Focus Ireland charity concerned by ‘unacceptable' levels of family homelessness
Family homelessness remains at “unacceptable levels”, a leading homeless charity has said.
Focus Ireland said it was “deeply concerned” that the number of families entering homelessness at the end of April had increased.
It welcomed the recent debates about the housing sector but warned against treating the housing and homeless crisis as a series of unrelated crises requiring panic reactions.
The organisation added that a “joined-up”, consistent approach is required which recognises that families and individuals who are homeless are suffering the worst impact of the crisis and need to be at the heart of the solution.

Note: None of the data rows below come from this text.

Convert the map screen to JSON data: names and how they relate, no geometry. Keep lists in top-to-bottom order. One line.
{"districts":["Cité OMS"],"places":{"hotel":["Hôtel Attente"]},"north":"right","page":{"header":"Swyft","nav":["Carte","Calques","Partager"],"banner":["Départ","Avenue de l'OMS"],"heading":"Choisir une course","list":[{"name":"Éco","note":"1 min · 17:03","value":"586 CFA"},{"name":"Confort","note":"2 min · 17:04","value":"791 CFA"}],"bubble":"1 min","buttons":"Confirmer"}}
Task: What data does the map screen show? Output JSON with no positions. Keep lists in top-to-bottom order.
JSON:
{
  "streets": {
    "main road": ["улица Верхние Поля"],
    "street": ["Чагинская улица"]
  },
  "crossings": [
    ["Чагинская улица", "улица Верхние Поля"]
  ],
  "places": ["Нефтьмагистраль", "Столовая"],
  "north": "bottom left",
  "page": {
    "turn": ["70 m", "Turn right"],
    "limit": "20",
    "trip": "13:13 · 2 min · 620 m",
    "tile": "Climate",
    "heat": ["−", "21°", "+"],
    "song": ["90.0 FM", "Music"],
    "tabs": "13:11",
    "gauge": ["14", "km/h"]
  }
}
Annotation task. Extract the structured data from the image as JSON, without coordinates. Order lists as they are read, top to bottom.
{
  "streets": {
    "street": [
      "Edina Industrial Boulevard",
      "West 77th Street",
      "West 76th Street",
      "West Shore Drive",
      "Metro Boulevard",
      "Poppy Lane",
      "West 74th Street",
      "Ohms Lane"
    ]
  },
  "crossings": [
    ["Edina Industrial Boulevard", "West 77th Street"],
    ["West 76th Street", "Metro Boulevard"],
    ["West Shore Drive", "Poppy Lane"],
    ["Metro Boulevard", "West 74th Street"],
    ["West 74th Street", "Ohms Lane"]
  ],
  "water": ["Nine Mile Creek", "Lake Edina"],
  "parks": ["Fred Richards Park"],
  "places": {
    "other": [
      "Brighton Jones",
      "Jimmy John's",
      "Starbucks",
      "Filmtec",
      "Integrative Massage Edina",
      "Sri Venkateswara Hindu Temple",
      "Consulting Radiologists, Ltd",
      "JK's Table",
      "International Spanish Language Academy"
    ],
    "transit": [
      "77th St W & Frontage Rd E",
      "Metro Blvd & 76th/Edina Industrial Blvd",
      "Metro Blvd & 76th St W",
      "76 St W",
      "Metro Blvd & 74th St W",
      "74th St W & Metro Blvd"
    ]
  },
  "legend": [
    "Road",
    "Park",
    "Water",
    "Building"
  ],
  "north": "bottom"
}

It comes as more than 8,000 people were recorded as homeless, according to the latest government figures.
A total of 8,082 people, including 5,889 adults and 2,193 children, were homeless at the end of April, up 22 on the previous month.
The data, which was published today, also showed the number of homeless families had increased to 925, up from 213 in March.
Focus Ireland chief executive Pat Dennigan said the organisation was “deeply concerned” by the increase.
“Family homelessness remains at totally unacceptable levels,” Mr Dennigan said.
“We must make sure that the government’s new ‘Housing for All’ strategy, due to be published this summer, at last genuinely recognises the unique needs of families who are homeless and their children – and includes real measures to address them.
“The number of families homeless [at] under 1,000 is more than four times the level it was in 2014, when the then minister for housing Jan O’Sullivan declared it an ‘emergency crisis’.”
The charity described the government’s decision to lift eviction protections for families in the midst of the pandemic as both “heartless and highly risky”.
It fears a new round of evictions will lead to a “sharp rise” in the number of families losing their homes.
The eviction ban ended on April 22 following a 10-day grace period.
Focus Ireland believes the eviction moratorium should be reintroduced for six months while lockdown restrictions are gradually relaxed.
Mr Dennigan said: “The decision to prioritise the desires of landlords rather than the risk to families is premature and contradicts all the ‘abundance of caution’ advice which is being applied in every other area.
“The government’s continued insistence that the eviction ban is still in place may cause a lot of confusion – while a limited number of tenants who are in arrears due to Covid-19 are still protected, tenants with valid leases who are up to date with their rent can now be evicted through no fault of their own if their landlord wants to sell.”